À cette première série d'indices qui tirent la science vers la gratuité du jeu, on peut ajouter un deuxième ensemble de signes que l'on tirera de la description des énoncés fictionnels proposés par K. Hamburger (1986). Hamburger décrit un certain nombre d'indices linguistiques qui sont selon elle caractéristiques de tout récit fictionnel hétérodiégiétique. Genette (1991) et plus récemment Schaeffer (1999) ont montré, dans la lignée de Searle, que ces lignes linguistiques pouvaient parfaitement se rencontrer dans des textes référentiels. Cependant il n'en reste pas moins que Hamburger a globalement raison et que ses indices de fictionnalité sont au moins une indication non négligeable de fictionnalité. Or le fait est que certaines des hypothèses savantes présentent certains de ces indices de fictionnalité. Le premier de ces indices est l'application à des personnes autres que l'énonciateur du récit de verbes décrivant des processus intérieurs. Or ce phénomène est assez massif dans les conjectures portant sur les circonstances de composition de textes littéraires ou plus généralement sur la biographie des auteurs antiques. On relève ainsi dans les phrases suivantes de Mazon (1928) qui tente de retracer les circonstances de la composition de la Théogonie, des verbes de volonté ou de perception, ou encore un complément circonstanciel (avec soin) qui tous retracent bien des processus intérieurs :

1) Hésiode, en composant son poème, voulut empêcher son frère de s'adresser encore aux juges de Thespies
2) Hésiode s'était écarté avec soin de la route du Péloponnèse
3) Hésiode s'est appliqué à poser très franchement le thème au début, se souvenant qu'il s'agit d'une œuvre à réciter.

À propos d'une interpolation, Mazon (1928) en vient même à retracer les processus intérieurs d'un hypothétique interpolateur :

L'image est saisissante. Elle a frappé un autre aède qui a voulu prolonger la description (…) Mais il est clair que ce nouveau poète ne songeait plus aux titans.

Plus frappant encore, et plus centré encore sur les processus intérieurs, ce portrait de Sappho dressé par T. Reinach:

De belle humeur et de franc parler, tressaillant à toutes les émotions de la nature et du cœur.

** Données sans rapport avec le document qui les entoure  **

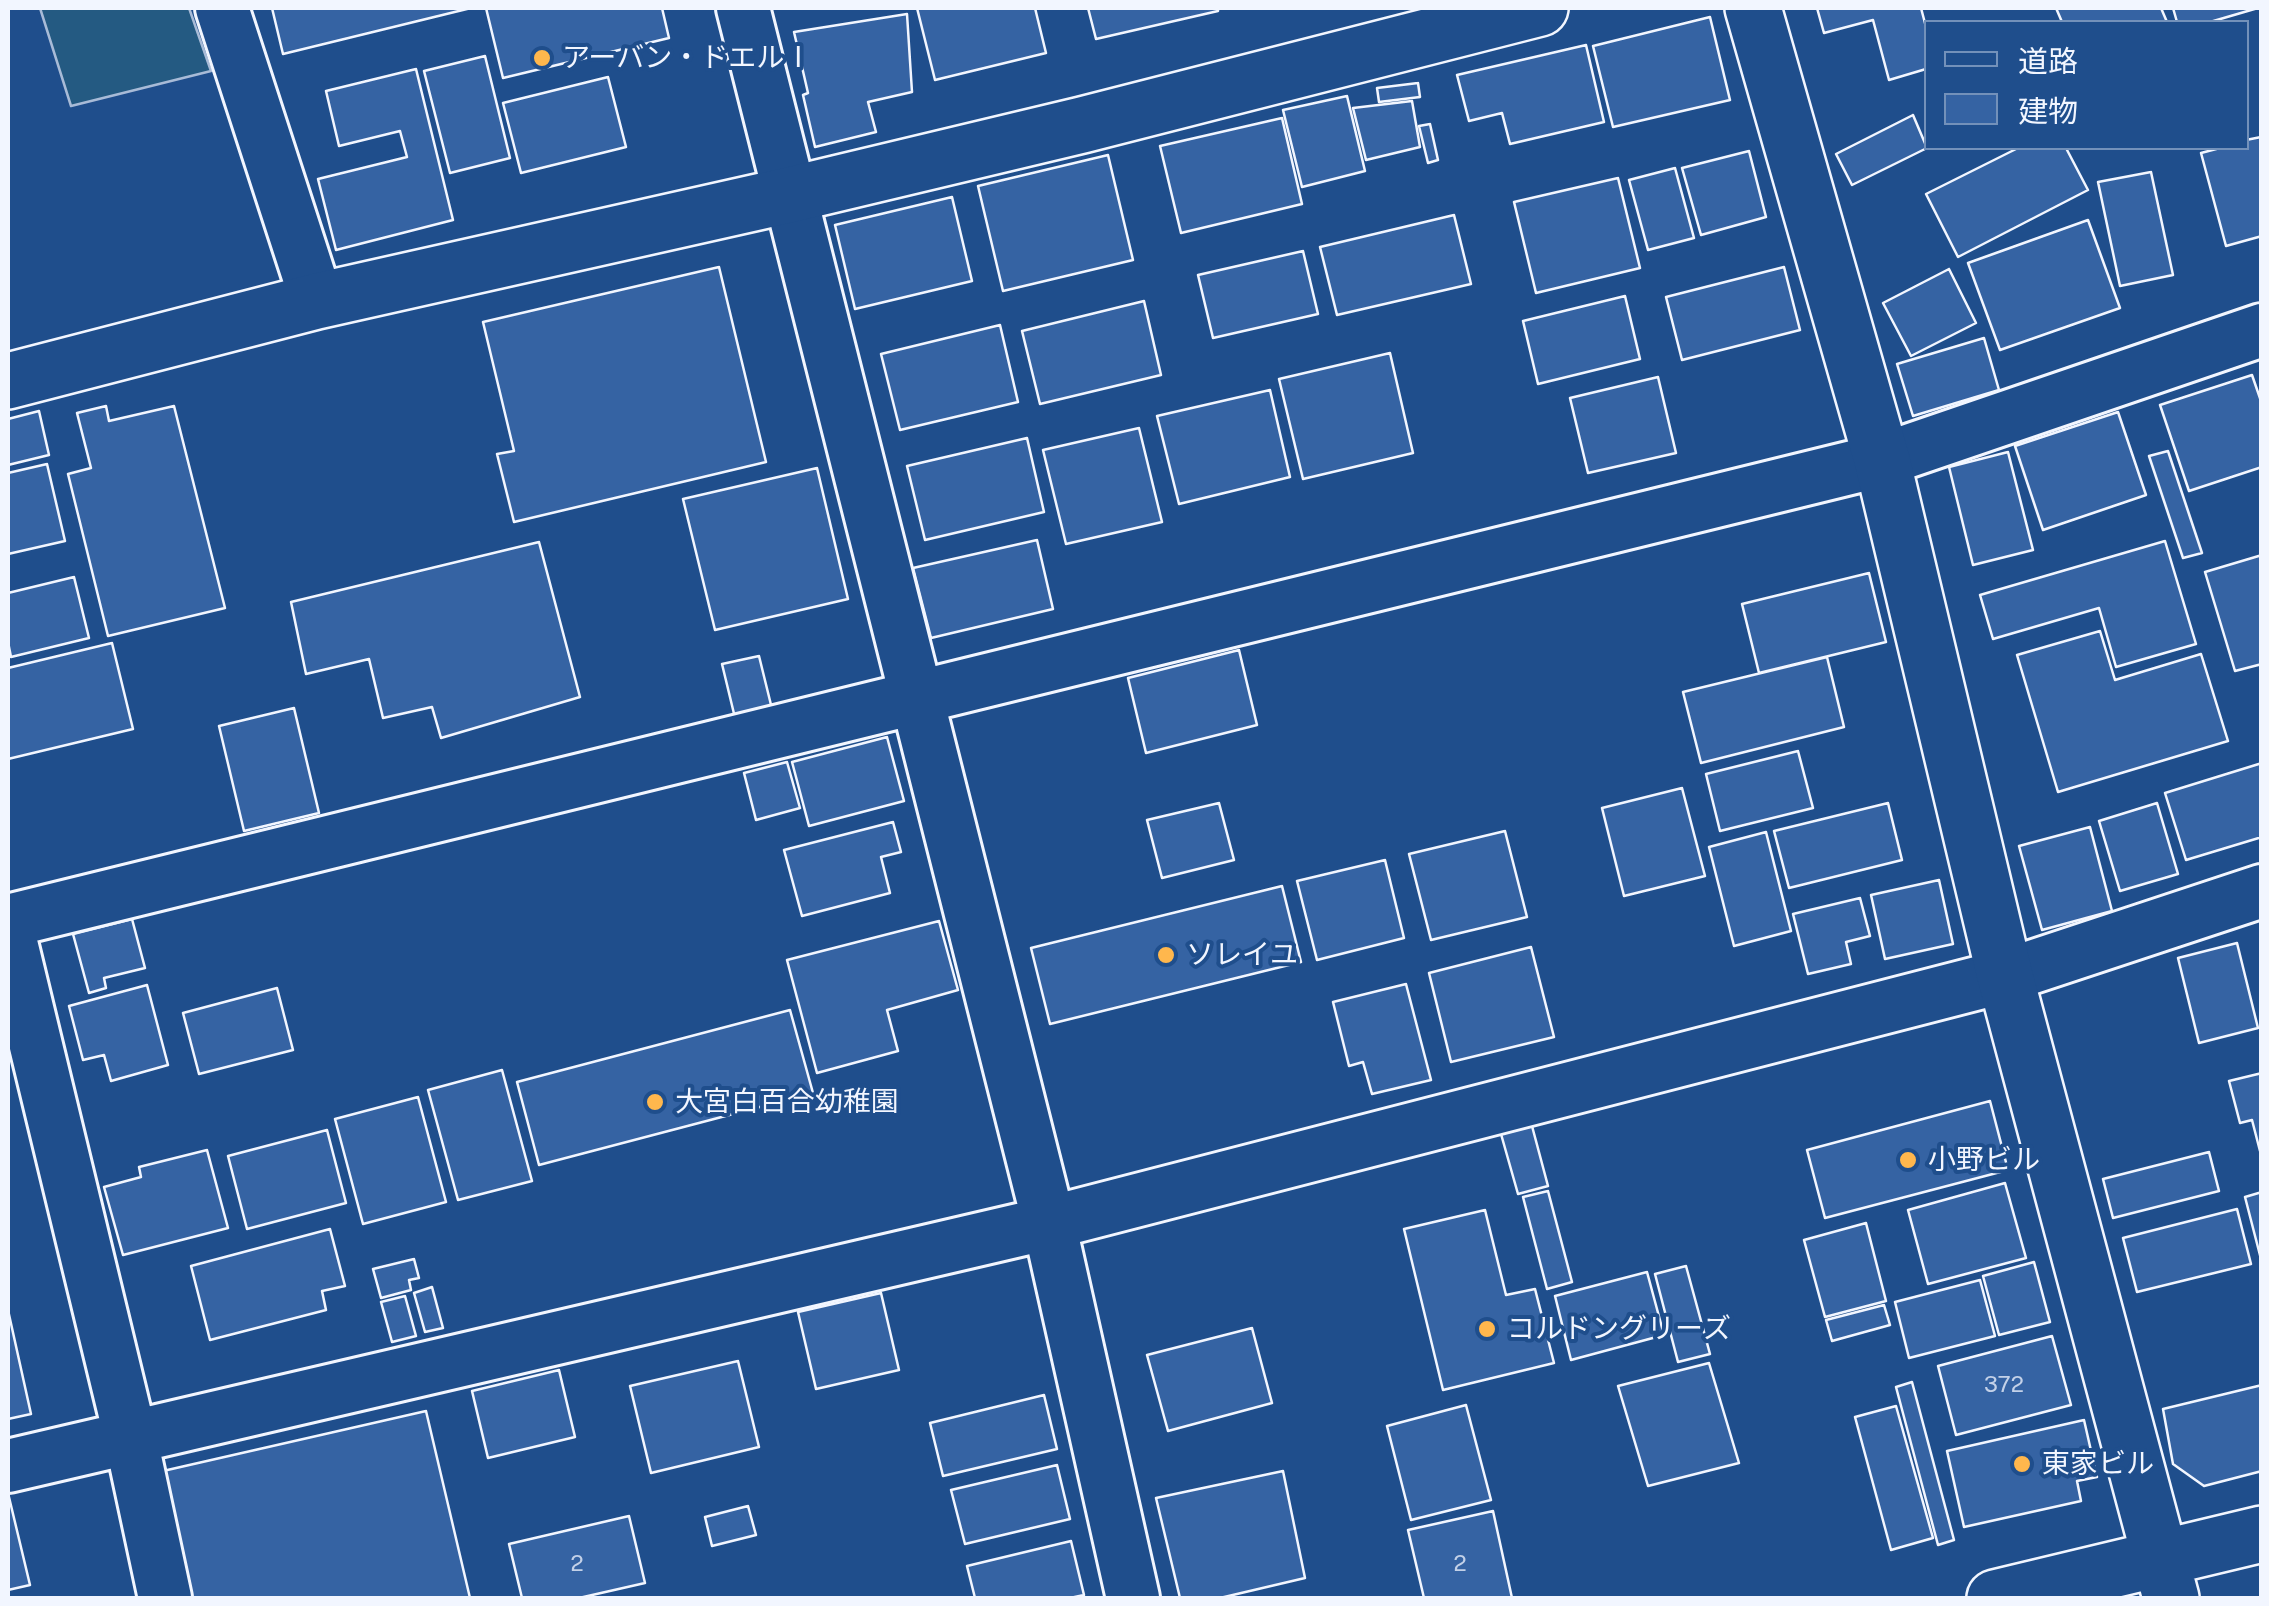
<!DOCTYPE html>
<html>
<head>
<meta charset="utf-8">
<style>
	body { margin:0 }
	#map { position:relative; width:2269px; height:1606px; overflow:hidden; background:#1f4e8c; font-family:"Public Sans","Noto Sans JP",sans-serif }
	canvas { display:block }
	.frame { position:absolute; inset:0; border:10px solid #f2f6ff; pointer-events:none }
	.legend { position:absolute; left:1924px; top:20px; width:325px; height:130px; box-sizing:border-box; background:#1f4e8c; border:2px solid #7391ba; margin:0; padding:12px 18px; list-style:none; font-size:30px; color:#f2f6ff }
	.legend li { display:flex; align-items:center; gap:20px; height:50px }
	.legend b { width:50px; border:2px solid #7391ba }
</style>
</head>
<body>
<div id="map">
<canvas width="2269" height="1606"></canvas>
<div class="frame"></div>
<ul class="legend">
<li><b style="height:12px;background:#1f4e8c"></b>道路</li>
<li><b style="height:28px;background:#3563a3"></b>建物</li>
</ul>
</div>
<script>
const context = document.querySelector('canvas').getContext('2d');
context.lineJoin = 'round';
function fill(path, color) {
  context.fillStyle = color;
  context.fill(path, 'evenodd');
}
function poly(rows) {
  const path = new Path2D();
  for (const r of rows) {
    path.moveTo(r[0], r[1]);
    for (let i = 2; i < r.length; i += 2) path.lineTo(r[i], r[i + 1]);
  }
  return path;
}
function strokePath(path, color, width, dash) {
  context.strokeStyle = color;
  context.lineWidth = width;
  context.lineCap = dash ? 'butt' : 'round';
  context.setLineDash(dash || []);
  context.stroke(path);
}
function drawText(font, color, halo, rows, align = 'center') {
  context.font = font + ' "Public Sans","Noto Sans JP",sans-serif';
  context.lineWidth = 8;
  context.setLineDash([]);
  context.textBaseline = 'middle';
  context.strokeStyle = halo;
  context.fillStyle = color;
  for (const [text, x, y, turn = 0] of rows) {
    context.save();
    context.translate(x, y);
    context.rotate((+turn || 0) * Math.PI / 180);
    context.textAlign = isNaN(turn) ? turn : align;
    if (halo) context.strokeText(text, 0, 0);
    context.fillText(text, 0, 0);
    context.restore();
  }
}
const green = poly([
	[40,8,189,8,211,71,71,106,40,8]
]);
fill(green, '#245a82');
strokePath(green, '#a8bbd7', 2.5);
const building = poly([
	[272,8,471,8,283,54,272,8],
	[486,8,662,8,669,38,503,78,486,8],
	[917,8,1035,8,1046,53,935,80,917,8],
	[1088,8,1218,8,1218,11,1096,39,1088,8],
	[1817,8,1921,8,1926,27,1926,69,1889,80,1873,20,1824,33,1817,8],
	[2056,8,2161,8,2167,22,2062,22,2056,8],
	[2173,8,2258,8,2210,22,2177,22,2173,8],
	[907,14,912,92,868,102,876,132,815,147,803,95,808,93,794,32,907,14],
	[1710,17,1730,100,1613,127,1593,46,1710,17],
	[1586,45,1604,122,1510,144,1502,113,1469,121,1457,75,1586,45],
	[485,56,510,158,450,173,424,71,485,56],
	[416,69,453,220,336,250,318,179,407,157,400,131,339,146,326,91,416,69],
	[608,77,626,147,521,173,503,103,608,77],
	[1418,83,1420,97,1379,102,1377,88,1418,83],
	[1347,96,1365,171,1302,187,1283,110,1347,96],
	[1412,101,1420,147,1366,160,1353,108,1412,101],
	[1913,115,1927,148,1852,185,1836,154,1913,115],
	[1282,118,1302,204,1181,233,1160,146,1282,118],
	[1430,124,1438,160,1428,163,1419,126,1430,124],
	[2261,137,2262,236,2226,246,2201,153,2220,148,2246,148,2246,140,2261,137],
	[2018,148,2066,148,2088,190,1958,257,1926,194,2018,148],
	[1749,151,1766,217,1701,235,1682,168,1749,151],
	[1108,155,1133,260,1003,291,978,186,1108,155],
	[1675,168,1694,238,1648,250,1629,180,1675,168],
	[2151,172,2173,275,2120,286,2098,182,2151,172],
	[1618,178,1640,268,1536,293,1514,202,1618,178],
	[952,197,972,281,855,309,835,225,952,197],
	[1454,215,1471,284,1337,315,1320,247,1454,215],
	[2088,220,2120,308,2000,350,1968,263,2088,220],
	[1303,251,1318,314,1213,338,1198,275,1303,251],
	[719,267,766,462,514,522,497,454,514,451,483,322,719,267],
	[1784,267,1800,330,1682,360,1666,297,1784,267],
	[1949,269,1976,323,1911,356,1883,303,1949,269],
	[1625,296,1640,359,1538,384,1523,321,1625,296],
	[1144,301,1161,375,1040,404,1022,331,1144,301],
	[1000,325,1018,402,900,430,881,354,1000,325],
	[1984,338,1999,390,1913,416,1897,364,1984,338],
	[1390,353,1413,453,1303,479,1279,379,1390,353],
	[2252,375,2262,404,2262,467,2189,491,2160,405,2252,375],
	[1658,377,1676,453,1588,473,1570,398,1658,377],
	[1270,390,1290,477,1179,504,1157,416,1270,390],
	[106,406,109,421,174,406,225,608,108,636,68,474,91,468,77,413,106,406],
	[39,411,49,455,8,465,8,419,39,411],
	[2118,412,2146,495,2043,530,2015,446,2118,412],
	[1139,428,1162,522,1066,544,1043,450,1139,428],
	[1027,438,1044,512,925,540,907,466,1027,438],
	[2168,451,2202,553,2183,558,2149,456,2168,451],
	[2008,452,2033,550,1973,565,1949,467,2008,452],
	[47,464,65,541,8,554,8,473,47,464],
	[817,468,848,599,715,630,683,499,817,468],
	[1037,540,1053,609,931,638,913,568,1037,540],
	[2165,541,2196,644,2116,667,2099,608,1993,639,1980,595,2165,541],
	[539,542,580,697,441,738,432,707,383,718,369,659,306,674,291,602,539,542],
	[2262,555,2262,664,2235,671,2205,572,2262,555],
	[1869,573,1886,642,1759,673,1742,604,1869,573],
	[74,577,89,638,11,657,8,642,8,593,74,577],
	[2100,631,2115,680,2201,654,2228,741,2058,792,2017,655,2100,631],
	[112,643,133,729,8,759,8,668,112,643],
	[1239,650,1257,725,1146,753,1128,678,1239,650],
	[759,656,773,713,736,722,722,664,759,656],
	[1827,657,1844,727,1701,763,1683,692,1827,657],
	[294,708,319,813,244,831,219,726,294,708],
	[887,737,904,801,809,826,792,762,887,737],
	[1798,751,1813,808,1720,831,1706,774,1798,751],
	[787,762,800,808,756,820,744,773,787,762],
	[2262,763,2262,837,2186,860,2165,793,2262,763],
	[1682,788,1705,876,1624,896,1602,808,1682,788],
	[1219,803,1234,860,1162,878,1147,820,1219,803],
	[1888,803,1902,860,1789,888,1774,831,1888,803],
	[2157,803,2178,874,2120,891,2099,821,2157,803],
	[893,822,901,852,881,857,890,893,802,916,784,850,893,822],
	[2090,827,2112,911,2042,930,2019,846,2090,827],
	[1505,831,1527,917,1431,940,1409,854,1505,831],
	[1766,832,1791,931,1734,946,1709,847,1766,832],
	[1385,860,1404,938,1317,960,1297,881,1385,860],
	[1939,880,1953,944,1885,959,1871,895,1939,880],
	[1282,886,1301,962,1050,1024,1031,948,1282,886],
	[1860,898,1870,936,1846,942,1851,964,1808,974,1793,914,1860,898],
	[132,919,145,968,104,978,106,988,89,993,73,934,132,919],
	[939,921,958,990,887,1010,898,1051,817,1073,787,960,939,921],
	[2237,943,2258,1028,2199,1043,2178,958,2237,943],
	[1531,947,1554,1037,1451,1062,1429,973,1531,947],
	[1406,984,1431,1080,1372,1094,1363,1062,1349,1066,1333,1002,1406,984],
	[147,985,168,1065,111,1081,104,1055,83,1060,69,1006,147,985],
	[277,988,293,1050,199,1074,183,1013,277,988],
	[790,1010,813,1093,539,1165,517,1082,790,1010],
	[502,1070,532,1181,458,1200,428,1090,502,1070],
	[2262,1073,2262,1151,2260,1151,2252,1120,2240,1123,2229,1081,2262,1073],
	[418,1097,446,1202,363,1224,335,1119,418,1097],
	[1990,1101,2008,1170,1825,1218,1807,1150,1990,1101],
	[1532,1126,1548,1186,1518,1194,1501,1134,1532,1126],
	[327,1130,346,1203,247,1229,228,1156,327,1130],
	[207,1150,228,1228,123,1255,104,1187,141,1177,139,1167,207,1150],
	[2209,1152,2219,1191,2113,1218,2103,1179,2209,1152],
	[2005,1183,2026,1258,1928,1284,1908,1210,2005,1183],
	[1548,1191,1572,1282,1547,1289,1523,1197,1548,1191],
	[2262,1192,2262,1263,2245,1197,2262,1192],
	[2237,1209,2251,1264,2137,1292,2123,1238,2237,1209],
	[1485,1210,1506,1295,1535,1289,1554,1363,1443,1390,1404,1229,1485,1210],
	[1866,1223,1886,1301,1825,1317,1804,1240,1866,1223],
	[330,1229,345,1286,322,1291,326,1310,210,1340,191,1266,330,1229],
	[414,1259,419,1278,409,1280,411,1290,381,1298,373,1269,414,1259],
	[2034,1262,2050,1322,1999,1335,1983,1276,2034,1262],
	[1686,1266,1710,1354,1678,1362,1655,1274,1686,1266],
	[1647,1272,1664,1335,1571,1360,1555,1296,1647,1272],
	[1980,1280,1995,1336,1909,1358,1895,1302,1980,1280],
	[432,1287,443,1328,425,1332,414,1293,432,1287],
	[881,1293,899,1370,816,1389,798,1312,881,1293],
	[405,1296,416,1336,392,1342,381,1302,405,1296],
	[1884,1305,1890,1325,1832,1341,1826,1320,1884,1305],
	[8,1310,31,1414,8,1419,8,1310],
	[1252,1328,1272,1403,1168,1431,1147,1355,1252,1328],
	[2052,1336,2071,1405,1956,1435,1938,1366,2052,1336],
	[738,1361,759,1447,651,1473,630,1386,738,1361],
	[1709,1363,1739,1463,1648,1486,1618,1386,1709,1363],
	[559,1370,575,1437,488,1458,472,1391,559,1370],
	[1912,1382,1954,1540,1938,1545,1896,1387,1912,1382],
	[2262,1385,2262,1471,2204,1486,2173,1464,2163,1409,2262,1385],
	[1044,1395,1057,1449,943,1476,930,1423,1044,1395],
	[1466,1405,1491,1500,1411,1520,1387,1426,1466,1405],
	[1896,1406,1933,1538,1891,1550,1855,1417,1896,1406],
	[426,1411,470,1598,192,1598,163,1471,426,1411],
	[2084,1420,2097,1477,2077,1481,2081,1501,1964,1527,1947,1451,2084,1420],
	[1057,1465,1070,1519,965,1544,951,1490,1057,1465],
	[1283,1471,1305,1578,1220,1598,1180,1598,1156,1498,1283,1471],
	[8,1493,30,1585,8,1590,8,1493],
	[748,1506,756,1535,712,1546,705,1517,748,1506],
	[1493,1511,1512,1598,1424,1598,1408,1530,1493,1511],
	[629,1516,645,1583,579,1598,522,1598,509,1544,629,1516],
	[1071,1541,1084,1595,1070,1598,975,1598,967,1566,1071,1541]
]);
fill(building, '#3563a3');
strokePath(building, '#f2f6ff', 2.5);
const minor = poly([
	[222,8,317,301],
	[743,8,1049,1223,1133,1598],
	[8,921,1882,460,2262,330],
	[8,930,131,1439,165,1598],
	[8,1466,1049,1223,2005,976,2262,891]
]);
const tertiary = poly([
	[1753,8,1882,460,2005,976,2171,1598],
	[8,381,317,301,789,195,1082,125,1540,8],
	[1995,1598,2262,1534]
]);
strokePath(minor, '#f2f6ff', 58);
strokePath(tertiary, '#f2f6ff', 60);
strokePath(minor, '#1f4e8c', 52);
strokePath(tertiary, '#1f4e8c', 55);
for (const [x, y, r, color] of [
	[542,58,10,"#ffb74d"],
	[1166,955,10,"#ffb74d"],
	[655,1102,10,"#ffb74d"],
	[1908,1160,10,"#ffb74d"],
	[1487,1329,10,"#ffb74d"],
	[2022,1464,10,"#ffb74d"]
]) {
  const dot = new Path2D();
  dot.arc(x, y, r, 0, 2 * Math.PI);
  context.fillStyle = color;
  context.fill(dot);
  strokePath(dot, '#1f4e8c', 4);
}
drawText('22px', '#c3d1e8', null, [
	["372",2004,1385],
	["2",577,1564],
	["2",1460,1564]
]);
drawText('28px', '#f2f6ff', '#1f4e8c', [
	["アーバン・ドエルⅠ",562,58],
	["ソレイユ",1186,955],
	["大宮白百合幼稚園",675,1102],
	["小野ビル",1928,1160],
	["コルドングリーズ",1507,1329],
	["東家ビル",2042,1464]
], 'left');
</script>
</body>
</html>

Hamburger définit un deuxième indice de fictionnalité dont on trouve au moins un exemple, au moins chez Mazon (1928) : il s'agit de l'utilisation de verbes de situation dans des énoncés portant sur des événements éloignés dans le temps ou situés dans le temps avec une certaine indétermination. Or Mazon, alors qu'il formule une hypothèse sur le destin subi par la sépulture d'Hésiode, écrit que " plus tard, quand le bourg eut été détruit, les habitants qui avaient survécu à sa ruine furent recueillis à Orchomène. " L'indétermination temporelle marquée par la locution " plus tard " est bien associée à un verbe indiquant une situation " eut été détruit " ; de plus, un contraste s'établit entre l'apparente précision de la subordonnée temporelle (quand le bourg etc.) et le vague de l'indication temporelle. Le livre de Patier (2000) sur Horace abonde en exemples de ces deux types et son auteur va jusqu'à adopter la forme du dialogue, autre critère de fictionnalité, après avoir d'ailleurs modifié le cadre pragmatique par l'emploi du verbe " imaginer " et la référence au romanesque :

On peut imaginer Horace recevant un jour, comme dans un roman de Pierre Loti, un suppliant message : " Père au plus mal, rentrez par le premier bateau. " (…) Il vacille. Enfin, il replie le message et le met dans sa poche. Cicéron l'interroge :
- Tu en fais une tête, Horace ! Une mauvaise nouvelle ?
- Non, non rien de grave…
- Tu es sûr ?
- Mais oui !

Ces indices ne sont pas des critères absolus de fictionnalité, mais ils sont d'autant plus troublants si on les met en rapport avec une troisième série d'indices que l'on pourrait subsumer sous l'idée de continuité de la conjecture avec le discours fictionnel. En effet, le discours savant emprunte constamment au discours fictionnel, suivant un mécanisme qui prend bien souvent la forme suivante. Dans un premier temps, le philologue brise la stipulation d'indifférence au vrai et au faux qui caractérise le discours fictionnel et il lui donne, plus ou moins explicitement, le statut d'un discours historique. Dans un deuxième temps, le contenu du discours fictionnel ainsi historicisé est intégré dans le cadre d'un discours présenté comme non fictionnel et scientifique. Ce mécanisme se réalise sous trois grandes formes.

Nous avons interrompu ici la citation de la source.